Philosophy
Model-Checking & Agentic AI
Perhaps you read this far because you're trying to figure out if this is related to agentic AI? Actually py-mcmas has experimental features along these lines. But before diving into details or roadmap, let's look at the two elephants in the room:
What is an agent, anyway? - Agent has never been well-defined, and means different things to different people. There's the multi-agent system[^11] sense, and the agent based modeling[^12] sense, and these things are great for a variety of reasons, but that work also isn't necessarily related to what most people mean when they talk about agentic AI with LLMs.
Specification languages aren't programming languages. - Proving properties about systems is really nice, but it usually doesn't step you closer to actually building that system. And if you do have a running system already.. modeling it is basically a separate activity that starts from scratch.
In both cases, you could say that there's a gap between theory and practice. One might ask.. does it have to be that way? Formalisms could see more industry-adoption if they were easier to use. Meanwhile agentic-AI could benefit from using more rigorous formalisms in both design at the system level, and in implementations at the level of agent-code and and agent-frameworks.
So.. building bridges that connect MAS research with agentic-AI, or connect programming languages with specification languages, is a huge project. But isn't it about time to combine the strengths of these approaches? One goal for py-mcmas is to function as kind of lab (and lab notebook!) exploring related ideas.
If you'll tolerate even more background, read on in the next section for more motivation and use-cases. Otherwise, jump directly to a feature list or check out some demo code.
Road Map / Philosophy
So what's the appeal of connecting model-checking and agent-based-modeling with agentic-AI anyway? Let's start with a list of things that would be nice to have:
- Fewer hallucinations,
- Less magic, more determinism,
- Easy access to specialized solvers
- Grounded reasoning & useful constraints,
- Structured workflows & workflow composition,
- Agent coordination & intelligent routing between agents,
- Agents that can directly track, update, and inspect their own knowledge and beliefs
More controversially.. maybe a lot of this boils down to just a few questions: How to do more explicit domain modeling? How exactly should we hybridize LLMs / symbolics? How can we get a better layer of persistent metadata, preferably one that can represent things like confidence, provenance, topology, and traces.

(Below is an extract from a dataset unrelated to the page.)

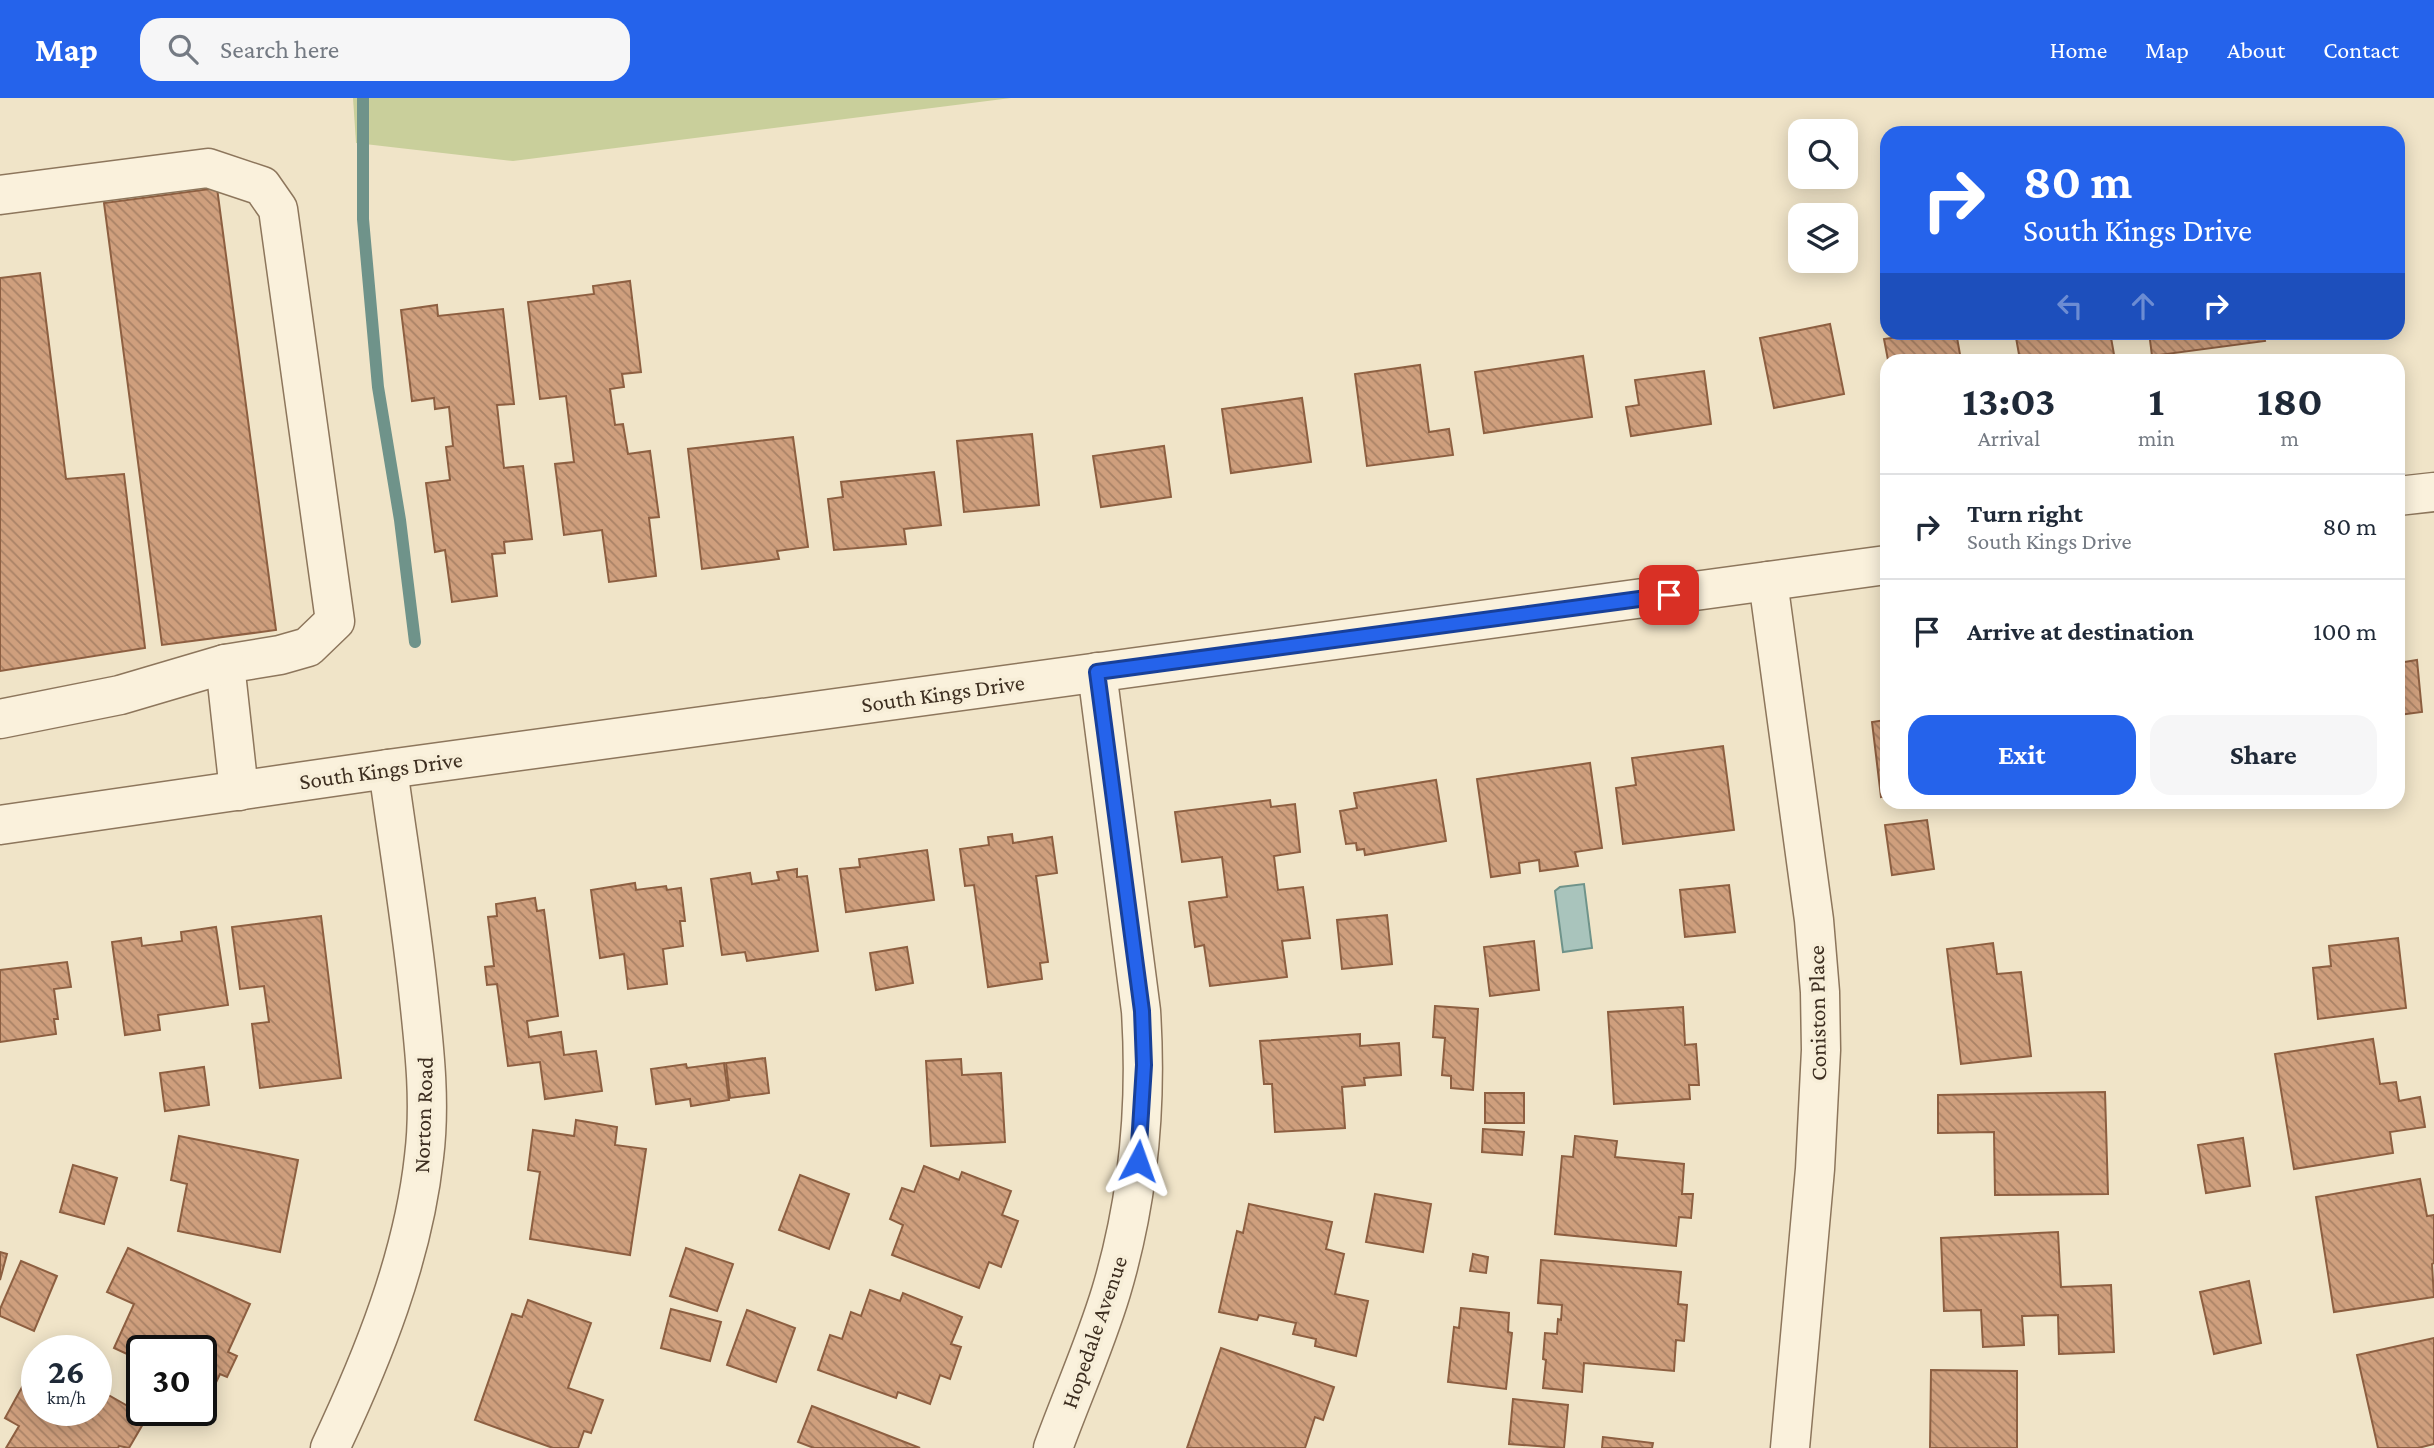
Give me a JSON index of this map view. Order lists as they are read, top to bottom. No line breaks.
{"streets":{"street":["South Kings Drive","Coniston Place","Norton Road","Hopedale Avenue"]},"crossings":[["South Kings Drive","Coniston Place"],["South Kings Drive","Norton Road"],["South Kings Drive","Hopedale Avenue"]],"page":{"header":"Map","search":"Search here","nav":["Home","Map","About","Contact"],"turn":["80 m","South Kings Drive"],"eta":["13:03","Arrival","1","min","180","m"],"list":[{"name":"Turn right","note":"South Kings Drive","value":"80 m"},{"name":"Arrive at destination","value":"100 m"}],"buttons":["Exit","Share"],"speed":"26 km/h","limit":"30"}}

There is also (gestures vaguely) all of the rest of the architectural stuff that we need to build around our amazing new stochastic oracles, so that we can stack them up into systems that are predictable and reliable. One recent write-up that's touching on lots of these ideas argues that AGI is now an Engineering Problem[^13], and that's well worth a read. But really, you could argue that chain-of-code[^14] as an alternative to chain-of-thought, emerging superstructure in agent-frameworks[^15], and even MCP in general[^16], are all evidence of movement in this direction.
The rest of this section is about how py-mcmas (or something like it) might fit in.
For lots of work, what we really want is user-prompted domain modeling that's flexible and frictionless, but is also constrained or grounded in useful ways. LLMs nail the flexible and frictionless part, but don't typically create or evolve any kind of explicit domain model. For many use-cases, "creativity" is an ambiguous virtue!
If you're not targeting "code" as an output, then there's a good chance you're looking for something like answers, or evidence, or arguments, and preferably something you can check. Even if you think you can tolerate some hallucinated output as a leaf, what if we're in the middle of a problem-solving process? Probably you would prefer an artifact like a witness, counter-example, or trace, and a problem-specification that you can actually evolve and iterate on.
An LLM that's structured so as to only output valid structures for things like constraint-problems, simulations, and games might seem more useful for planning or general problem solving than it is for code. But since model-checkers easily accomodate things like namespaces, basic data-types, states, and transitions, they also serve as a reasonable abstraction for code too. Vibe-coding, viewed as a guided search through implementation space, is missing something. Stepping through specification-space as an intermediate step basically partitions implementation-space by throwing away lots of useless candidates.
The last section hints that even if you're not trying wrangle simulations, you might still be working on something that benefits from creating and updating an explicit world-model "in the background".
Although chain-of-thought "reasoning" is surprisingly capable, it fundamentally burns up tokens only to pile baseless on baseless. Chain-of-code seems like a better approach in several ways, but if what we're really doing is reaching for an appropriate intermediate language that improves reasoning and reduces hallucinations, how about "chain of specifications"?
There are various tricks you can use to try and force a situation where LLMs are tracking an explicit domain model. For example, there are lots of agentic-workflow proposals for keeping a running plan in markdown, or if your LLM is good with mermaid, you could try to prompt it to make running changes to a diagram as it emits code changes. Good idea! But these things are just low-fidelity substitutes for specifications, and still aren't very amenable to analysis, validation, or execution.
Can't we do better? Specifications, even incomplete ones, are something that can typically be weighed and measured. And when you really come down to it, don't most problems reduce to something like planning, scheduling, protocols, games, systems, or sims?
The applications so far are pretty obvious, and sort of argue in favor of combining agentic-AI with formal methods in general. That's a big toolkit to choose from, and the goal of fmtk is to lay some of groundwork for multiple tools on the backend.
But the main focus of py-mcmas is ISPL because the model-checker itself also has a concept of "Agents". This kind of reflection seems useful for things like meta-analysis, especially if you can generate specifications automatically or semi-automatically. What's that good for? How about things like:
- Intelligent routing
- Design-layer validation of "societies" of agentic-tools
- Proving theorems about your system-level agent-interactions
Does this or that mixture of weighted skeptic/critic/creator roles for your agents ever converge to stable quorum? If you had this layer for meta-analysis.. could you query it from the agentic-ai implementation-layer, allowing your agents the chance to reason about how they interact with other agents?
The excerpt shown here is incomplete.